* [EXERCISE PROMPT] Repeat the data in full. Drop every picture.

* [DATA EXCERPTS]
****************************************
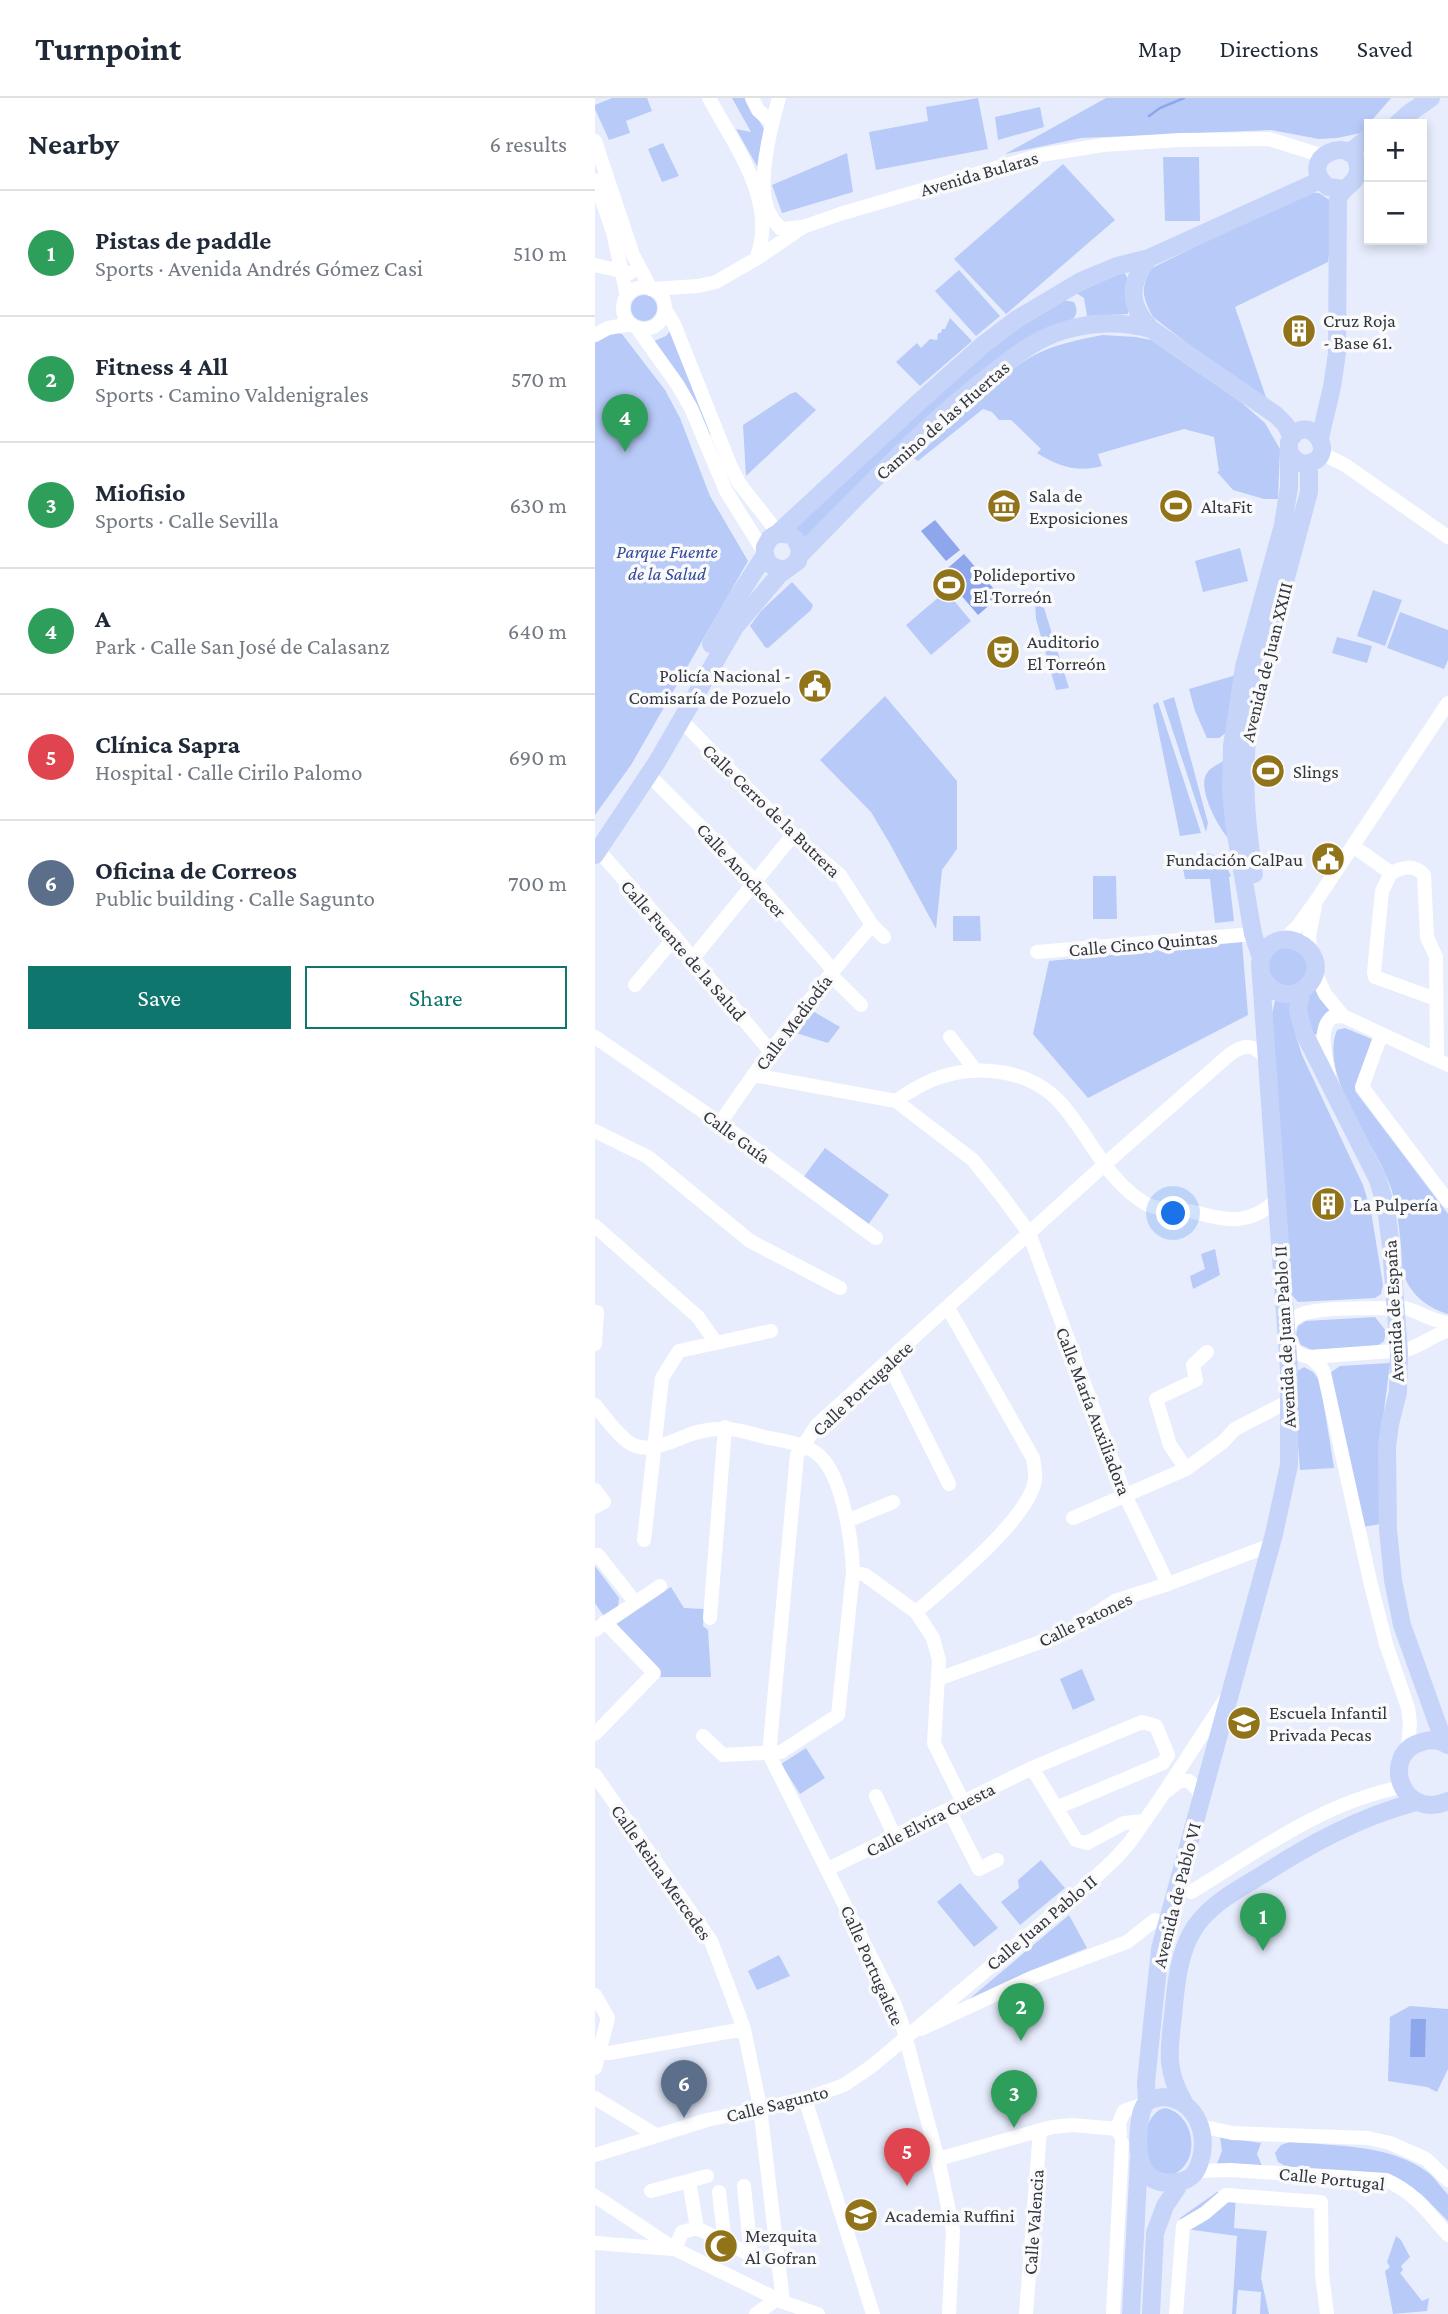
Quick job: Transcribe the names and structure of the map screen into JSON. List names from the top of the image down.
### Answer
{
  "streets": {
    "main road": [
      "Camino de las Huertas",
      "Avenida de Juan XXIII",
      "Avenida de España",
      "Avenida de Juan Pablo II",
      "Avenida de Pablo VI"
    ],
    "street": [
      "Avenida Bularas",
      "Calle Cerro de la Butrera",
      "Calle Anochecer",
      "Calle Cinco Quintas",
      "Calle Fuente de la Salud",
      "Calle Mediodía",
      "Calle Guía",
      "Calle Portugalete",
      "Calle María Auxiliadora",
      "Calle Patones",
      "Calle Elvira Cuesta",
      "Calle Reina Mercedes",
      "Calle Juan Pablo II",
      "Calle Sagunto",
      "Calle Portugal",
      "Calle Valencia"
    ]
  },
  "crossings": [
    ["Avenida Bularas", "Camino de las Huertas"],
    ["Avenida Bularas", "Avenida de Juan XXIII"],
    ["Camino de las Huertas", "Avenida de Juan XXIII"],
    ["Camino de las Huertas", "Calle Cerro de la Butrera"],
    ["Camino de las Huertas", "Calle Anochecer"],
    ["Camino de las Huertas", "Calle Fuente de la Salud"],
    ["Avenida de Juan XXIII", "Avenida de España"],
    ["Avenida de Juan XXIII", "Avenida de Juan Pablo II"],
    ["Calle Cerro de la Butrera", "Calle Mediodía"],
    ["Calle Anochecer", "Calle Mediodía"],
    ["Calle Cinco Quintas", "Avenida de Juan Pablo II"],
    ["Calle Fuente de la Salud", "Calle Mediodía"],
    ["Calle Mediodía", "Calle Guía"],
    ["Avenida de España", "Avenida de Juan Pablo II"],
    ["Avenida de Juan Pablo II", "Calle Portugalete"],
    ["Avenida de Juan Pablo II", "Calle Patones"],
    ["Avenida de Juan Pablo II", "Avenida de Pablo VI"],
    ["Avenida de Juan Pablo II", "Calle Juan Pablo II"],
    ["Calle Portugalete", "Calle María Auxiliadora"],
    ["Calle Portugalete", "Calle Elvira Cuesta"],
    ["Calle Portugalete", "Calle Juan Pablo II"],
    ["Calle Portugalete", "Calle Sagunto"],
    ["Calle María Auxiliadora", "Calle Patones"],
    ["Calle Reina Mercedes", "Calle Sagunto"],
    ["Avenida de Pablo VI", "Calle Juan Pablo II"],
    ["Avenida de Pablo VI", "Calle Portugal"],
    ["Calle Juan Pablo II", "Calle Sagunto"]
  ],
  "parks": ["Parque Fuente de la Salud"],
  "places": {
    "building": ["Cruz Roja - Base 61.", "La Pulpería"],
    "museum": ["Sala de Exposiciones"],
    "sports": ["AltaFit", "Polideportivo El Torreón", "Slings"],
    "theatre": ["Auditorio El Torreón"],
    "public building": ["Policía Nacional - Comisaría de Pozuelo", "Fundación CalPau"],
    "school or university": ["Escuela Infantil Privada Pecas", "Academia Ruffini"],
    "mosque": ["Mezquita Al Gofran"]
  },
  "page": {
    "header": "Turnpoint",
    "nav": ["Map", "Directions", "Saved"],
    "heading": ["Nearby", "6 results"],
    "map_buttons": ["+", "−"],
    "list": [
      {
        "mark": "1",
        "name": "Pistas de paddle",
        "note": "Sports · Avenida Andrés Gómez Casi",
        "value": "510 m"
      },
      {
        "mark": "2",
        "name": "Fitness 4 All",
        "note": "Sports · Camino Valdenigrales",
        "value": "570 m"
      },
      {
        "mark": "3",
        "name": "Miofisio",
        "note": "Sports · Calle Sevilla",
        "value": "630 m"
      },
      {
        "mark": "4",
        "name": "A",
        "note": "Park · Calle San José de Calasanz",
        "value": "640 m"
      },
      {
        "mark": "5",
        "name": "Clínica Sapra",
        "note": "Hospital · Calle Cirilo Palomo",
        "value": "690 m"
      },
      {
        "mark": "6",
        "name": "Oficina de Correos",
        "note": "Public building · Calle Sagunto",
        "value": "700 m"
      }
    ],
    "pins": [
      "4",
      "1",
      "2",
      "6",
      "3",
      "5"
    ],
    "buttons": ["Save", "Share"]
  }
}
****************************************
* [WRITTEN SOLUTION]
Quick job: Transcribe the names and structure of the map screen into JSON. List names from the top of the image down.
### Answer
{
  "streets": {
    "main road": [
      "Camino de las Huertas",
      "Avenida de Juan XXIII",
      "Avenida de España",
      "Avenida de Juan Pablo II",
      "Avenida de Pablo VI"
    ],
    "street": [
      "Avenida Bularas",
      "Calle Cerro de la Butrera",
      "Calle Anochecer",
      "Calle Cinco Quintas",
      "Calle Fuente de la Salud",
      "Calle Mediodía",
      "Calle Guía",
      "Calle Portugalete",
      "Calle María Auxiliadora",
      "Calle Patones",
      "Calle Elvira Cuesta",
      "Calle Reina Mercedes",
      "Calle Juan Pablo II",
      "Calle Sagunto",
      "Calle Portugal",
      "Calle Valencia"
    ]
  },
  "crossings": [
    ["Avenida Bularas", "Camino de las Huertas"],
    ["Avenida Bularas", "Avenida de Juan XXIII"],
    ["Camino de las Huertas", "Avenida de Juan XXIII"],
    ["Camino de las Huertas", "Calle Cerro de la Butrera"],
    ["Camino de las Huertas", "Calle Anochecer"],
    ["Camino de las Huertas", "Calle Fuente de la Salud"],
    ["Avenida de Juan XXIII", "Avenida de España"],
    ["Avenida de Juan XXIII", "Avenida de Juan Pablo II"],
    ["Calle Cerro de la Butrera", "Calle Mediodía"],
    ["Calle Anochecer", "Calle Mediodía"],
    ["Calle Cinco Quintas", "Avenida de Juan Pablo II"],
    ["Calle Fuente de la Salud", "Calle Mediodía"],
    ["Calle Mediodía", "Calle Guía"],
    ["Avenida de España", "Avenida de Juan Pablo II"],
    ["Avenida de Juan Pablo II", "Calle Portugalete"],
    ["Avenida de Juan Pablo II", "Calle Patones"],
    ["Avenida de Juan Pablo II", "Avenida de Pablo VI"],
    ["Avenida de Juan Pablo II", "Calle Juan Pablo II"],
    ["Calle Portugalete", "Calle María Auxiliadora"],
    ["Calle Portugalete", "Calle Elvira Cuesta"],
    ["Calle Portugalete", "Calle Juan Pablo II"],
    ["Calle Portugalete", "Calle Sagunto"],
    ["Calle María Auxiliadora", "Calle Patones"],
    ["Calle Reina Mercedes", "Calle Sagunto"],
    ["Avenida de Pablo VI", "Calle Juan Pablo II"],
    ["Avenida de Pablo VI", "Calle Portugal"],
    ["Calle Juan Pablo II", "Calle Sagunto"]
  ],
  "parks": ["Parque Fuente de la Salud"],
  "places": {
    "building": ["Cruz Roja - Base 61.", "La Pulpería"],
    "museum": ["Sala de Exposiciones"],
    "sports": ["AltaFit", "Polideportivo El Torreón", "Slings"],
    "theatre": ["Auditorio El Torreón"],
    "public building": ["Policía Nacional - Comisaría de Pozuelo", "Fundación CalPau"],
    "school or university": ["Escuela Infantil Privada Pecas", "Academia Ruffini"],
    "mosque": ["Mezquita Al Gofran"]
  },
  "page": {
    "header": "Turnpoint",
    "nav": ["Map", "Directions", "Saved"],
    "heading": ["Nearby", "6 results"],
    "map_buttons": ["+", "−"],
    "list": [
      {
        "mark": "1",
        "name": "Pistas de paddle",
        "note": "Sports · Avenida Andrés Gómez Casi",
        "value": "510 m"
      },
      {
        "mark": "2",
        "name": "Fitness 4 All",
        "note": "Sports · Camino Valdenigrales",
        "value": "570 m"
      },
      {
        "mark": "3",
        "name": "Miofisio",
        "note": "Sports · Calle Sevilla",
        "value": "630 m"
      },
      {
        "mark": "4",
        "name": "A",
        "note": "Park · Calle San José de Calasanz",
        "value": "640 m"
      },
      {
        "mark": "5",
        "name": "Clínica Sapra",
        "note": "Hospital · Calle Cirilo Palomo",
        "value": "690 m"
      },
      {
        "mark": "6",
        "name": "Oficina de Correos",
        "note": "Public building · Calle Sagunto",
        "value": "700 m"
      }
    ],
    "pins": [
      "4",
      "1",
      "2",
      "6",
      "3",
      "5"
    ],
    "buttons": ["Save", "Share"]
  }
}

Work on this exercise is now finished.